Jenkins Project: Building CI/CD Pipeline for Scalable Web Applications

Advanced Pipelines

Code Quality Pipeline Demo

In this lesson, we will build our pipelines starting with the code quality pipeline. Both the code quality and release pipelines require a GitHub access token. This token is essential for avoiding GitHub’s rate limits when accessing public repositories and is necessary for publishing tags and releases in the release pipeline.

Important

Using an access token when accessing GitHub repositories via a public URL ensures that you avoid accidental rate limiting.
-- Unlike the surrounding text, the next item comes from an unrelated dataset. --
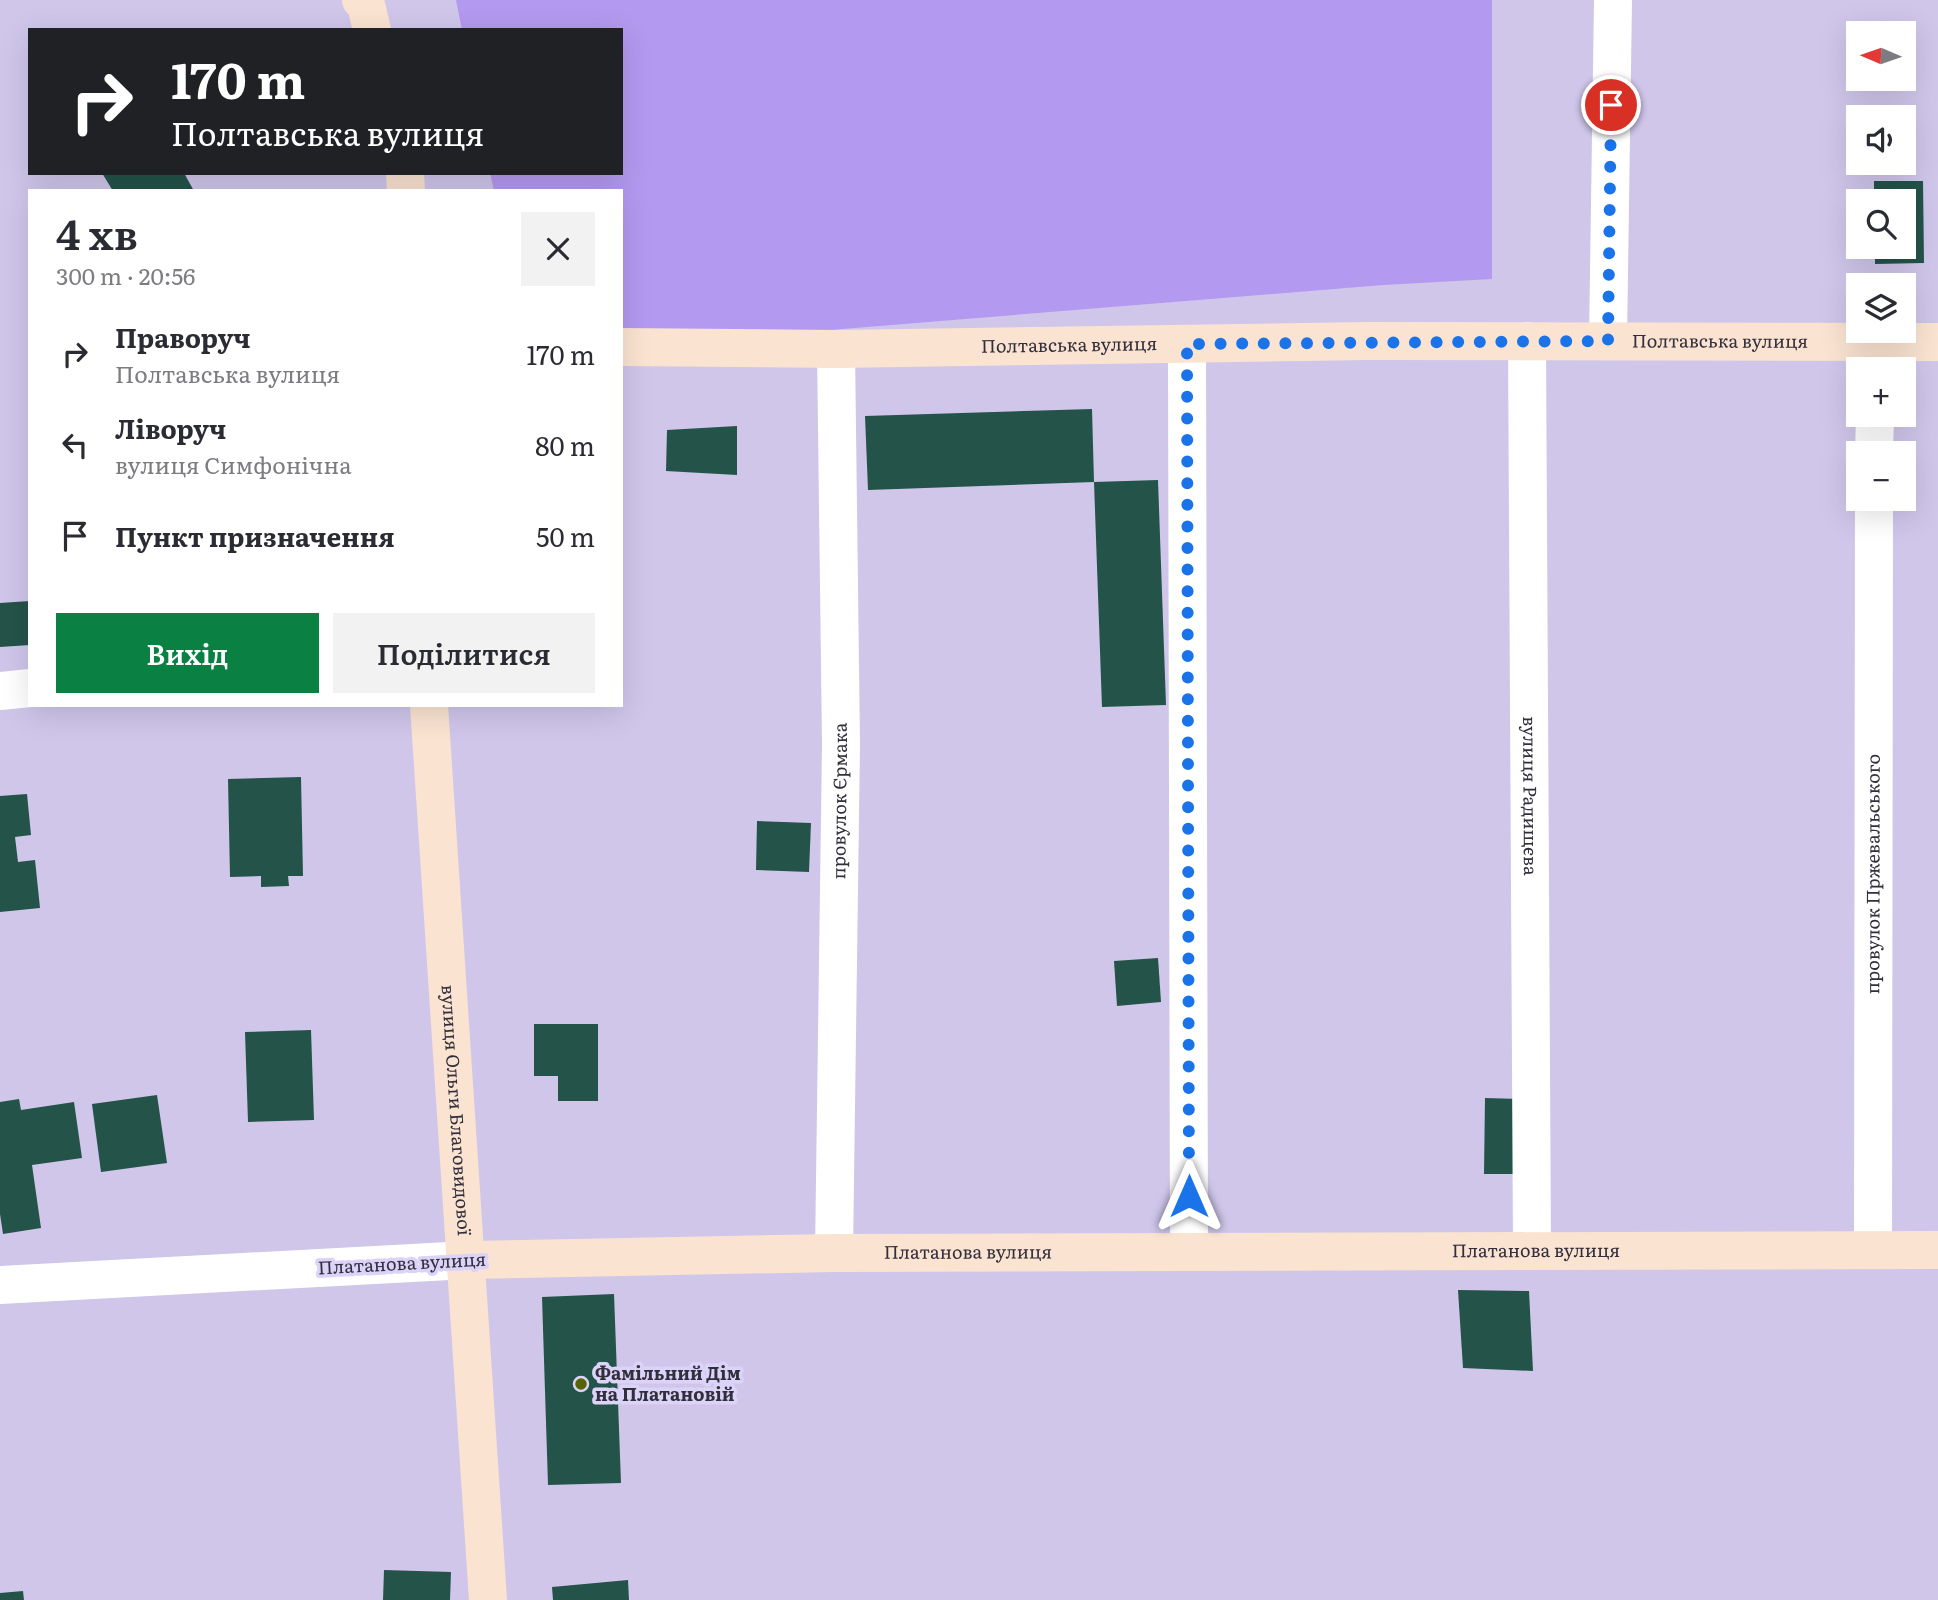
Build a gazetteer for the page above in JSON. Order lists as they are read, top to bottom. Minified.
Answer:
{"streets":{"street":["Полтавська вулиця","вулиця Радищєва","провулок Єрмака","провулок Пржевальського","вулиця Ольги Благовидової","Платанова вулиця"]},"crossings":[["Полтавська вулиця","вулиця Радищєва"],["Полтавська вулиця","провулок Єрмака"],["вулиця Радищєва","Платанова вулиця"],["провулок Єрмака","Платанова вулиця"],["провулок Пржевальського","Платанова вулиця"],["вулиця Ольги Благовидової","Платанова вулиця"]],"places":["Фамільний Дім на Платановій"],"north":"left","page":{"map_buttons":["+","−"],"turn":["170 m","Полтавська вулиця"],"heading":["4 хв","300 m · 20:56"],"list":[{"name":"Праворуч","note":"Полтавська вулиця","value":"170 m"},{"name":"Ліворуч","note":"вулиця Симфонічна","value":"80 m"},{"name":"Пункт призначення","value":"50 m"}],"buttons":["Вихід","Поділитися"]}}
Generating a GitHub Access Token

To generate an access token:

  1. Click on your user icon in GitHub.
  2. Go to Settings and then open Developer settings in a new tab.
  3. Under the Personal Access Tokens section, select Token (classic) and click Generate new token.
  4. Provide a name (e.g., "Jenkins") and select the required scopes (for instance, the "repo" scope for full control over private repositories).
  5. Generate the token and copy it.

The image shows a GitHub repository page for a project named "course-jenkins-project," displaying a list of files and folders along with commit details. The repository is public and includes information about branches, tags, and contributors.

The image shows a GitHub settings page for creating a new personal access token, with options to select various scopes for access permissions.
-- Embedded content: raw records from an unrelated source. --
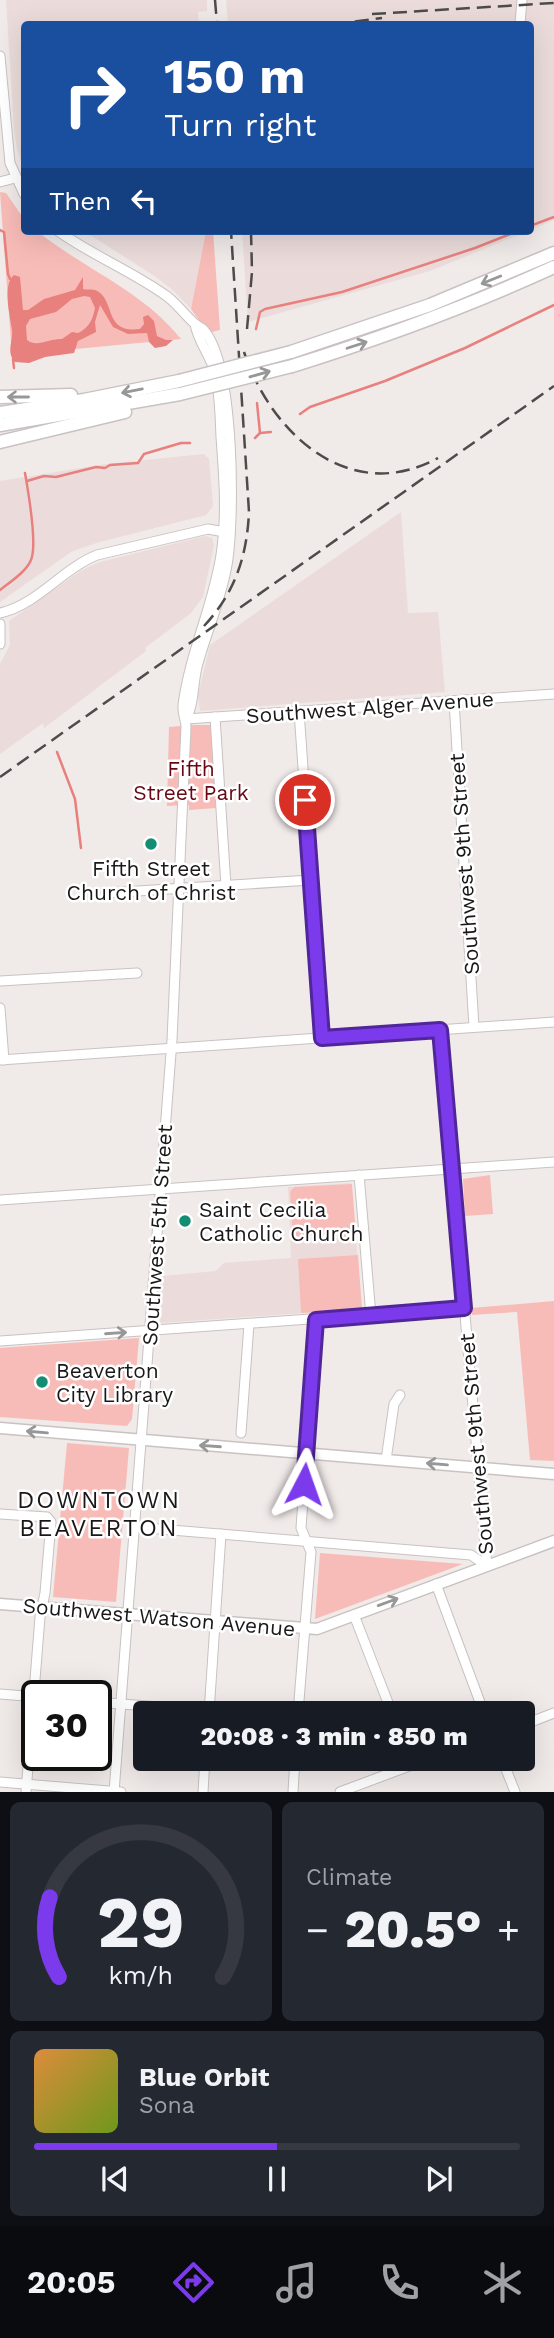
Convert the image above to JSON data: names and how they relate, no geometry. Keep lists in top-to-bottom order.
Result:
{
  "streets": {
    "main road": ["Southwest Watson Avenue"],
    "street": ["Southwest Alger Avenue", "Southwest 9th Street", "Southwest 5th Street"]
  },
  "crossings": [
    ["Southwest Alger Avenue", "Southwest 9th Street"],
    ["Southwest Alger Avenue", "Southwest 5th Street"],
    ["Southwest 9th Street", "Southwest Watson Avenue"],
    ["Southwest 5th Street", "Southwest Watson Avenue"]
  ],
  "districts": ["DOWNTOWN BEAVERTON"],
  "parks": ["Fifth Street Park"],
  "places": ["Fifth Street Church of Christ", "Saint Cecilia Catholic Church", "Beaverton City Library"],
  "page": {
    "turn": ["150 m", "Turn right"],
    "then": "Then",
    "limit": "30",
    "trip": "20:08 · 3 min · 850 m",
    "tile": "Climate",
    "heat": ["−", "20.5°", "+"],
    "song": ["Blue Orbit", "Sona"],
    "tabs": "20:05",
    "gauge": ["29", "km/h"]
  }
}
Adding GitHub Credentials in Jenkins

After copying your token, switch to Jenkins and perform the following steps:

  1. Navigate to Credentials > System > Global credentials (unrestricted).
  2. Add a new credential of type Username with password.
  3. Use a placeholder username (e.g., "Jenkins") and paste your access token as the password.
  4. Assign an ID, such as "GitHub-access-token," then save the credential.

The image shows a Jenkins interface where new credentials are being added, including fields for username, password, and ID. The "Create" button is visible at the bottom.

Once saved, return to the Jenkins main dashboard.

The image shows a Jenkins interface displaying a list of global credentials, including IDs, names, kinds, and descriptions for various secret texts, SSH keys, and usernames with passwords.

Organizing Your Pipelines

To keep your pipelines organized:

  1. Create a new folder by selecting New Item.
  2. Name it "Final Project" and choose the Folder type.
  3. Optionally assign a display name, then click Save.

The image shows a Jenkins interface where a user is creating a new item named "Final Project." Various project types like Freestyle, Pipeline, and Multibranch Pipeline are listed as options.

Within the "Final Project" folder, create a new pipeline:

  1. Name it "pipeline code-quality".
  2. Select Multibranch Pipeline as the project type. This option provides features such as running the pipeline on multiple branches and triggering builds for pull requests.

Configuring Branch Sources in Jenkins

In the Branch Sources configuration:

  • Select GitHub.
  • Choose the previously created credentials (GitHub-access-token). Even for public repositories, these credentials help avoid rate limits.
  • Paste the repository URL and adjust branch discovery settings. Here, exclude branches filed as pull requests.
  • For pull requests from the origin, select the option to merge the pull request with the target branch’s current revision. This ensures the pipeline tests the final merged code.
  • Set the script path to "Jenkinsfile - code quality".
  • Choose a periodic scan interval (e.g., every two minutes for demonstration purposes) and save your configuration.

The image shows a configuration page for a project in Jenkins, specifically focusing on the "Branch Sources" section where GitHub credentials are being selected from a dropdown menu.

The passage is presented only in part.